(Collection entries)

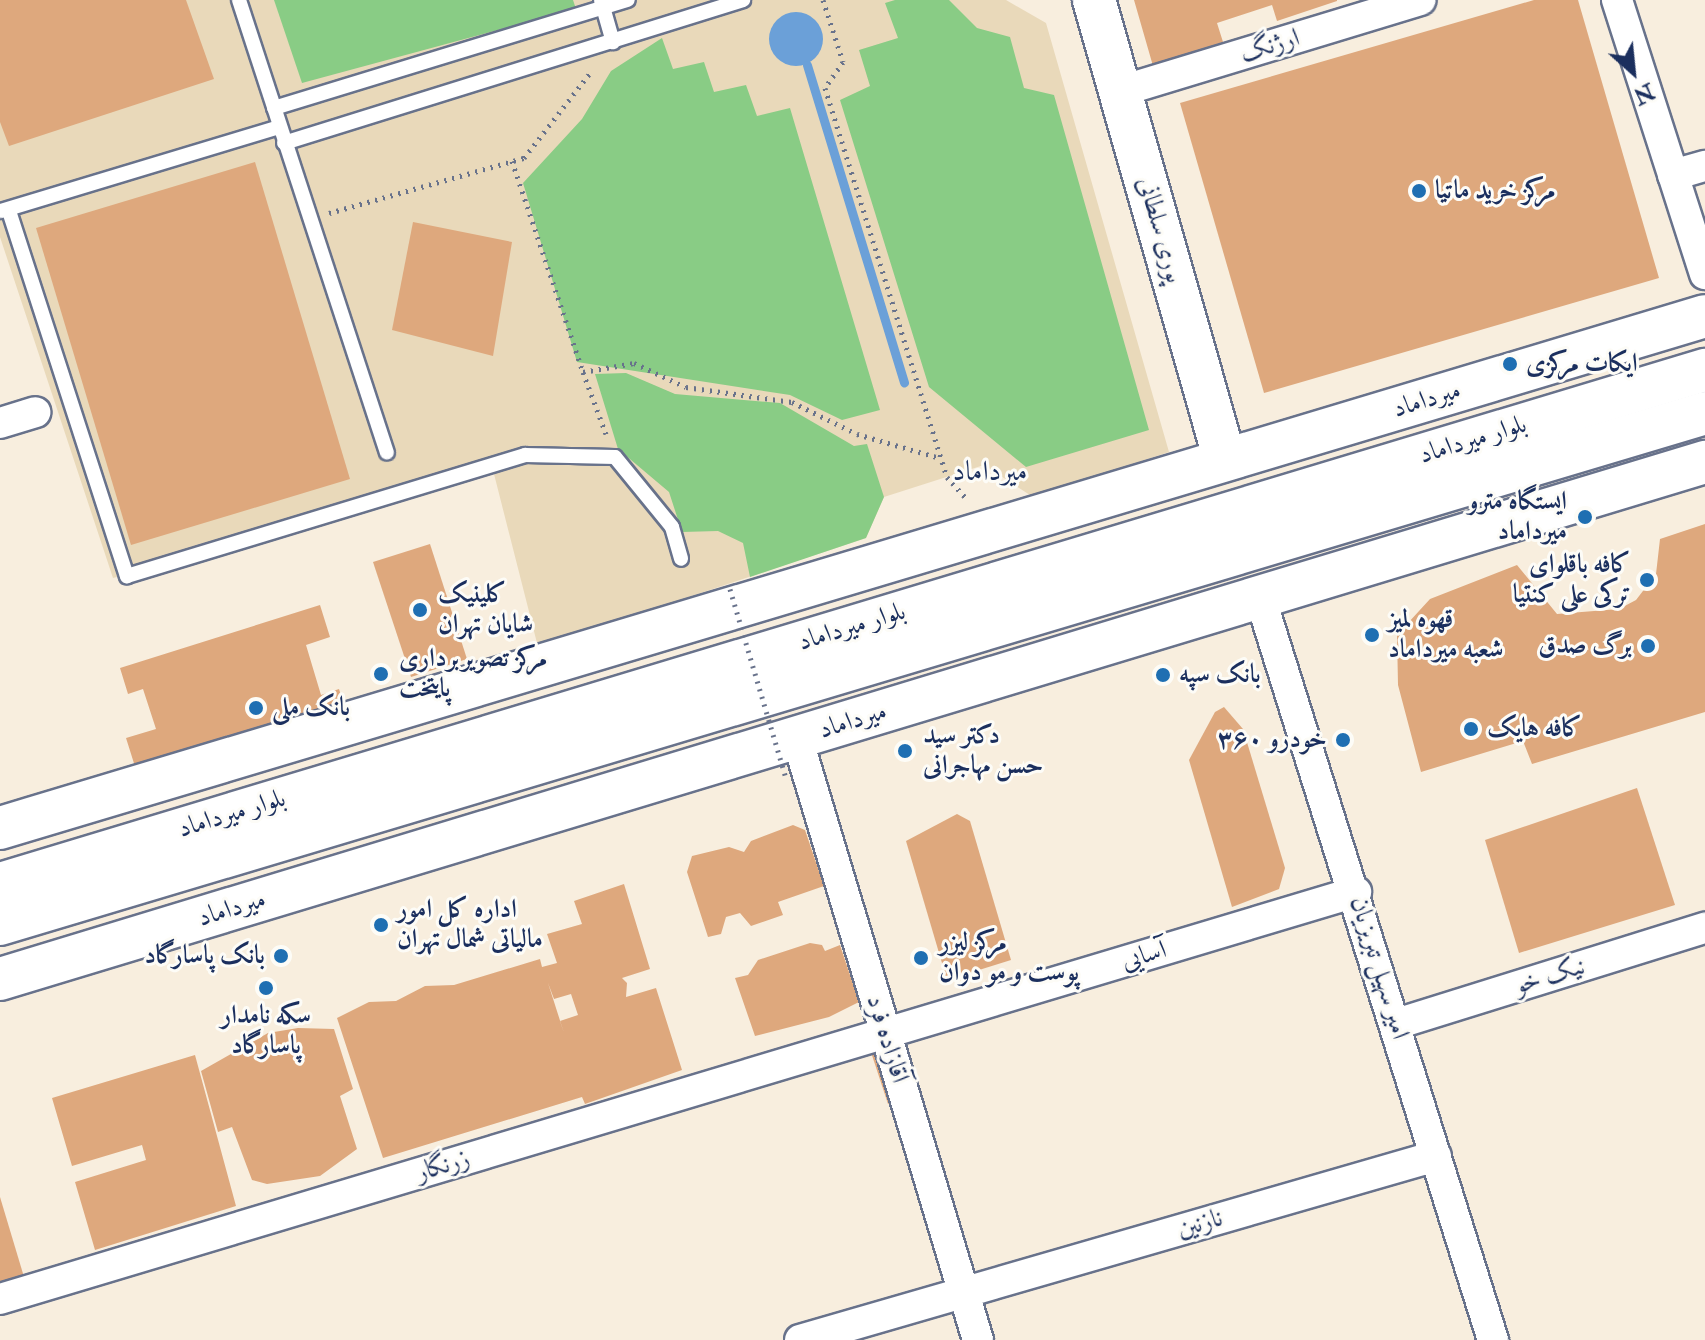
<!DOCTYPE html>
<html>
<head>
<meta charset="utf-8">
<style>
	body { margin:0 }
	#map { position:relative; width:1705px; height:1340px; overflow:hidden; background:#f8eede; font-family:"IM FELL Double Pica",Amiri,serif }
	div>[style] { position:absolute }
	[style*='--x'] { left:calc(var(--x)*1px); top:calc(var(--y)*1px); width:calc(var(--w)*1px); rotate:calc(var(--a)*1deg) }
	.built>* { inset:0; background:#e9d9ba }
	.green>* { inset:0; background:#89cc85 }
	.water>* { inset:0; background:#6ba0d8 }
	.round { border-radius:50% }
	.stream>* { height:9px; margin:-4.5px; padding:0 4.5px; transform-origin:4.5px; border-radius:4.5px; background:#6ba0d8 }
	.building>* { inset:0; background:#dea87d }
	.path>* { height:5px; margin-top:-2.5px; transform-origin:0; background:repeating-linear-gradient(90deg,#68728b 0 2px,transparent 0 8px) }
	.roads { filter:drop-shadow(2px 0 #68728b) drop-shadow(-2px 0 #68728b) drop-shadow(0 2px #68728b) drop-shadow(0 -2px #68728b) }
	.lane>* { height:14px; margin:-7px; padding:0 7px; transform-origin:7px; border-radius:7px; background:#fff }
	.street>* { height:30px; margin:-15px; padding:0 15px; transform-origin:15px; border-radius:15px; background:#fff }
	.secondary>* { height:42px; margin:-21px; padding:0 21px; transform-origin:21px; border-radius:21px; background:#fff }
	.path-bridge>* { height:5px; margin-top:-2.5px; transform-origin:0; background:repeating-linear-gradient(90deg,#68728b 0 2px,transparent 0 8px) }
	.dots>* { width:22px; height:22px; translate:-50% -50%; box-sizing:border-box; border:4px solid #fdfcf7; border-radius:50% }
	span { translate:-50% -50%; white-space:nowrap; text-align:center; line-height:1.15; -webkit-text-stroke:6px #fdfcf7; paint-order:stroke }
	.street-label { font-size:26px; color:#1b2f5e }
	.poi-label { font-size:26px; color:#1b2f5e; font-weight:700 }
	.left { translate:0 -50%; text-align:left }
	.right { translate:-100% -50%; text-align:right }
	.neighbourhood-label { font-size:28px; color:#1b2f5e }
	.north { position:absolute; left:1593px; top:32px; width:80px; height:80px; -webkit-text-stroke:6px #fdfcf7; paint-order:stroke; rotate:153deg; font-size:22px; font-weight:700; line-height:32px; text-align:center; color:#1b2f5e }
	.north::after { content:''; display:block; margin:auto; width:28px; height:36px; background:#1b2f5e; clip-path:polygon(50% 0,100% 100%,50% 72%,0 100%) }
</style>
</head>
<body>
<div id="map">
	<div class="built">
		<div style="clip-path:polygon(0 0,1006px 0,1046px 23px,1169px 452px,1033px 497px,984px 465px,884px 497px,866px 538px,538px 647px,494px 474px,113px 578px,0 237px)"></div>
	</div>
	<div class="green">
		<div style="clip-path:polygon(274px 0,573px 0,576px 9px,302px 83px)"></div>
		<div style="clip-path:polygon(895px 0,949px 0,977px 28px,1010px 37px,1024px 88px,1054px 95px,1149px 430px,1026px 467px,929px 387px,840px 100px,870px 86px,859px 50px,898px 38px,885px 3px)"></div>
		<div style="clip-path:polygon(662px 38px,673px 69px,704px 62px,714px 92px,746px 85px,757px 116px,790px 108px,880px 410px,842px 420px,790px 395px,577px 362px,523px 183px,582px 119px,611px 71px)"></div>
		<div style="clip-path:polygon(626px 373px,675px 394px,780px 403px,854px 446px,867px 444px,884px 497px,866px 538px,750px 577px,743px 543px,718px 531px,682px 532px,669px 492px,618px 449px,595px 374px)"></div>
	</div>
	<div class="water">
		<div class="round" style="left:769px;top:12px;width:54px;height:54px"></div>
	</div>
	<div class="stream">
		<div style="--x:807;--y:65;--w:332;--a:73"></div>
	</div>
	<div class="building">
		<div style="clip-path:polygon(0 0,186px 0,214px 79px,9px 146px,0 122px)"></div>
		<div style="clip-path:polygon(1134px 0,1337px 0,1337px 1px,1277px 21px,1272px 5px,1217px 23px,1223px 42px,1153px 66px)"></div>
		<div style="clip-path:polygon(1534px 0,1578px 0,1659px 278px,1264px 393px,1180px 103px)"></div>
		<div style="clip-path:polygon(255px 162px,350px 479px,131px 545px,36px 228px)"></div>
		<div style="clip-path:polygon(413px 222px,512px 242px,493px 356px,392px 330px)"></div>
		<div style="clip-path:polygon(1705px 524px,1705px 712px,1532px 764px,1523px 741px,1421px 772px,1398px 685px,1397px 635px,1430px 599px,1517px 565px,1557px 614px,1619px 609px,1636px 600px,1656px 574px,1660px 539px)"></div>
		<div style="clip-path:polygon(430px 544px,467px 659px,411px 677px,373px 562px)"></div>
		<div style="clip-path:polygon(320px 605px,330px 637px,306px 645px,321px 695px,339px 689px,346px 711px,138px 776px,126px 738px,156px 729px,143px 689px,128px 694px,120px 668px)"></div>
		<div style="clip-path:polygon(1224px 707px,1243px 729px,1285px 868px,1279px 889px,1232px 907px,1189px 760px,1215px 712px)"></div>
		<div style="clip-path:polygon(1637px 788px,1675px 905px,1519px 953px,1485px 840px)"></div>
		<div style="clip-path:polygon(957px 814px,970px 821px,1011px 960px,947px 980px,906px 841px)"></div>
		<div style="clip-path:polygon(793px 825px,805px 830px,824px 886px,778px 902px,783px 915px,751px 926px,740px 913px,726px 917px,721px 934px,708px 937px,687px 872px,692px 856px,729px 847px,744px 852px,751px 841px)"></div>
		<div style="clip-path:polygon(evenodd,624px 884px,650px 969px,622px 978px,627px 983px,626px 997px,656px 988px,682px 1070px,585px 1104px,582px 1097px,383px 1158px,337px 1018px,369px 1002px,396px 1001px,425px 986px,454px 985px,540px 959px,542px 967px,557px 963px,547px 934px,582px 924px,574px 901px,624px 884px,548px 983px,554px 999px,571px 994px,578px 1015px,560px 1021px,564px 1033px,548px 983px)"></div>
		<div style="clip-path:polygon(810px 943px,822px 945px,825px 951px,840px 945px,859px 1002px,829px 1017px,755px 1036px,735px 978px,748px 975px,758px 960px)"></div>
		<div style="clip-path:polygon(298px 1028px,334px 1029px,353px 1089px,340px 1096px,357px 1149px,320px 1176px,267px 1184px,252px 1180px,232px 1127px,218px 1132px,201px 1071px,268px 1033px)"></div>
		<div style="clip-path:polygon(886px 1034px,905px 1099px,888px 1104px,867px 1040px)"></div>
		<div style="clip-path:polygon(195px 1055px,236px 1206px,95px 1250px,75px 1182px,146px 1160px,142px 1145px,72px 1166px,52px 1098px)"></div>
		<div style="clip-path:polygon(0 1197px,24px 1277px,0 1284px)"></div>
	</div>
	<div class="path">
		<div style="--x:823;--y:0;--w:65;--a:72.1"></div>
		<div style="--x:843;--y:62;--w:32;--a:125"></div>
		<div style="--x:825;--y:88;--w:408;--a:72.6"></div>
		<div style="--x:947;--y:477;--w:30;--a:48"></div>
		<div style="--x:512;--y:161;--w:223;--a:71.4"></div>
		<div style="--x:329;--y:213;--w:203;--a:-15.8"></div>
		<div style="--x:524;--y:158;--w:108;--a:-52.2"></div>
		<div style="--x:606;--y:434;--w:66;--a:-110.4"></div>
		<div style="--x:583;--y:372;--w:52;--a:-10"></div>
		<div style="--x:634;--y:363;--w:57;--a:24.8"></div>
		<div style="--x:686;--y:387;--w:107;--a:8.1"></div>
		<div style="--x:792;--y:402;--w:72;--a:26.2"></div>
		<div style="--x:857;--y:434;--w:86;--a:16.1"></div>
	</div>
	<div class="roads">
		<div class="lane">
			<div style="--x:239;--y:0;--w:476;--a:71.9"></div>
			<div style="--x:601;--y:0;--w:44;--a:74.1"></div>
			<div style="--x:274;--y:108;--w:370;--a:-17"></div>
			<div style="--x:284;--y:143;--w:481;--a:-17.3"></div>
			<div style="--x:1;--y:211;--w:291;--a:-16.8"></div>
			<div style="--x:9;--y:211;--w:384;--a:72.1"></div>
			<div style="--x:127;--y:576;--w:416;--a:-16.9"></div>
			<div style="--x:525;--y:455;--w:90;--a:1.3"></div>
			<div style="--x:615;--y:457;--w:90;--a:50.8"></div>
			<div style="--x:672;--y:527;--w:33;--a:74"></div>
		</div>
		<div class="street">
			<div style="--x:1617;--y:0;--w:288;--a:72.2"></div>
			<div style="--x:1121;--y:91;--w:313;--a:-16.9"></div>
			<div style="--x:1673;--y:175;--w:33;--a:-16"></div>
			<div style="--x:0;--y:423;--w:37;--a:-17"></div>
			<div style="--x:1260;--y:597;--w:779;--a:72.59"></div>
			<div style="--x:797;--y:738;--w:629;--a:73.27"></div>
			<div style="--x:1396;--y:1024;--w:324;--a:-17.3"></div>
			<div style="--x:0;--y:1299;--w:1416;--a:-16.71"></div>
			<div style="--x:800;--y:1340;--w:662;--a:-16.14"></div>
		</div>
		<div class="secondary">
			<div style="--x:1094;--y:0;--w:478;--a:74.1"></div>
			<div style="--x:0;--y:828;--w:1780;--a:-16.71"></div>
			<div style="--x:0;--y:884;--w:1781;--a:-16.78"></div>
			<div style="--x:0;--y:924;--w:1780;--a:-16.68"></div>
			<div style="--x:0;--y:979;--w:1782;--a:-16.87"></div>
		</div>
	</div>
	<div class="path-bridge">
		<div style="--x:730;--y:589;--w:200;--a:73.5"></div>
	</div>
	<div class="dots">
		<div style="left:1419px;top:191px;background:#1f6fb2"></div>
		<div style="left:1510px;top:364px;background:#1f6fb2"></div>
		<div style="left:1585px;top:517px;background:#1f6fb2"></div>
		<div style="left:1647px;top:580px;background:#1f6fb2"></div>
		<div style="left:420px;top:610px;background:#1f6fb2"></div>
		<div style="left:1372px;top:635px;background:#1f6fb2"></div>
		<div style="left:1648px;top:646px;background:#1f6fb2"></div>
		<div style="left:381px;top:674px;background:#1f6fb2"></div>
		<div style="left:1163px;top:675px;background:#1f6fb2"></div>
		<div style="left:256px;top:708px;background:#1f6fb2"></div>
		<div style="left:1471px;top:729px;background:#1f6fb2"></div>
		<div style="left:1343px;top:740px;background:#1f6fb2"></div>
		<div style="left:905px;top:751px;background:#1f6fb2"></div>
		<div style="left:381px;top:925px;background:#1f6fb2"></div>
		<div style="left:281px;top:956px;background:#1f6fb2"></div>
		<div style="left:921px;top:958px;background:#1f6fb2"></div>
		<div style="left:266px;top:988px;background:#1f6fb2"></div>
	</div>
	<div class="street-label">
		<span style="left:1270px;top:46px;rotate:-17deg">ارژنگ</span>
		<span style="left:1160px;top:230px;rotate:74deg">پوری سلطانی</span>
		<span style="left:1427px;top:400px;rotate:-17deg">میرداماد</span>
		<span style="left:1473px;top:440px;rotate:-17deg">بلوار میرداماد</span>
		<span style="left:852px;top:627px;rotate:-17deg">بلوار میرداماد</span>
		<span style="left:853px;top:721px;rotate:-17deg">میرداماد</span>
		<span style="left:232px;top:814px;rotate:-17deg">بلوار میرداماد</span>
		<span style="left:232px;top:909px;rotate:-17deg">میرداماد</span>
		<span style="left:1144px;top:956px;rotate:-17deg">آسایی</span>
		<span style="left:1379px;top:968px;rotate:73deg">امیر سهیل تبریزیان</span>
		<span style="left:1550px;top:976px;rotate:-17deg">نیک خو</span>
		<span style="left:887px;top:1039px;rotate:73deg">آقازاده فرد</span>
		<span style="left:443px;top:1166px;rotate:-17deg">زرنگار</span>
		<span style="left:1200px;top:1224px;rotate:-16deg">نازنین</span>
	</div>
	<div class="poi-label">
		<span class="left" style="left:1435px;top:191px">مرکز خرید ماتیا</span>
		<span class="left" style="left:1526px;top:364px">ایکات مرکزی</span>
		<span class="right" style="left:1567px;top:517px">ایستگاه مترو<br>میرداماد</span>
		<span class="right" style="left:1631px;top:580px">کافه باقلوای<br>ترکی علی کنتیا</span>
		<span class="left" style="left:438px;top:610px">کلینیک<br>شایان تهران</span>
		<span class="left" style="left:1388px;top:635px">قهوه لمیز<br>شعبه میرداماد</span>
		<span class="right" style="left:1632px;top:646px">برگ صدق</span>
		<span class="left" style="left:399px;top:674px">مرکز تصویربرداری<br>پایتخت</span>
		<span class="left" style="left:1179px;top:675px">بانک سپه</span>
		<span class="left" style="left:272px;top:708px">بانک ملی</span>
		<span class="left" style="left:1487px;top:729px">کافه هایک</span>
		<span class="left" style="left:923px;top:751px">دکتر سید<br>حسن مهاجرانی</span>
		<span class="right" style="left:1327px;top:740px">خودرو ۳۶۰</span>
		<span class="left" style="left:397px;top:925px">اداره کل امور<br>مالیاتی شمال تهران</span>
		<span class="left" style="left:939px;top:958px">مرکز لیزر<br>پوست و مو دوان</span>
		<span class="right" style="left:265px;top:956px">بانک پاسارگاد</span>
		<span style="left:266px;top:1031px">سکه نامدار<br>پاسارگاد</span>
	</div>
	<div class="neighbourhood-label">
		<span style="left:990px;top:472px">میرداماد</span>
	</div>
	<div class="north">N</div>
</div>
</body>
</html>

* _What is being asked_
Check every line of the records above for the string "roads". Copy those that hold it.

* _Result for this task_
	.roads { filter:drop-shadow(2px 0 #68728b) drop-shadow(-2px 0 #68728b) drop-shadow(0 2px #68728b) drop-shadow(0 -2px #68728b) }
	<div class="roads">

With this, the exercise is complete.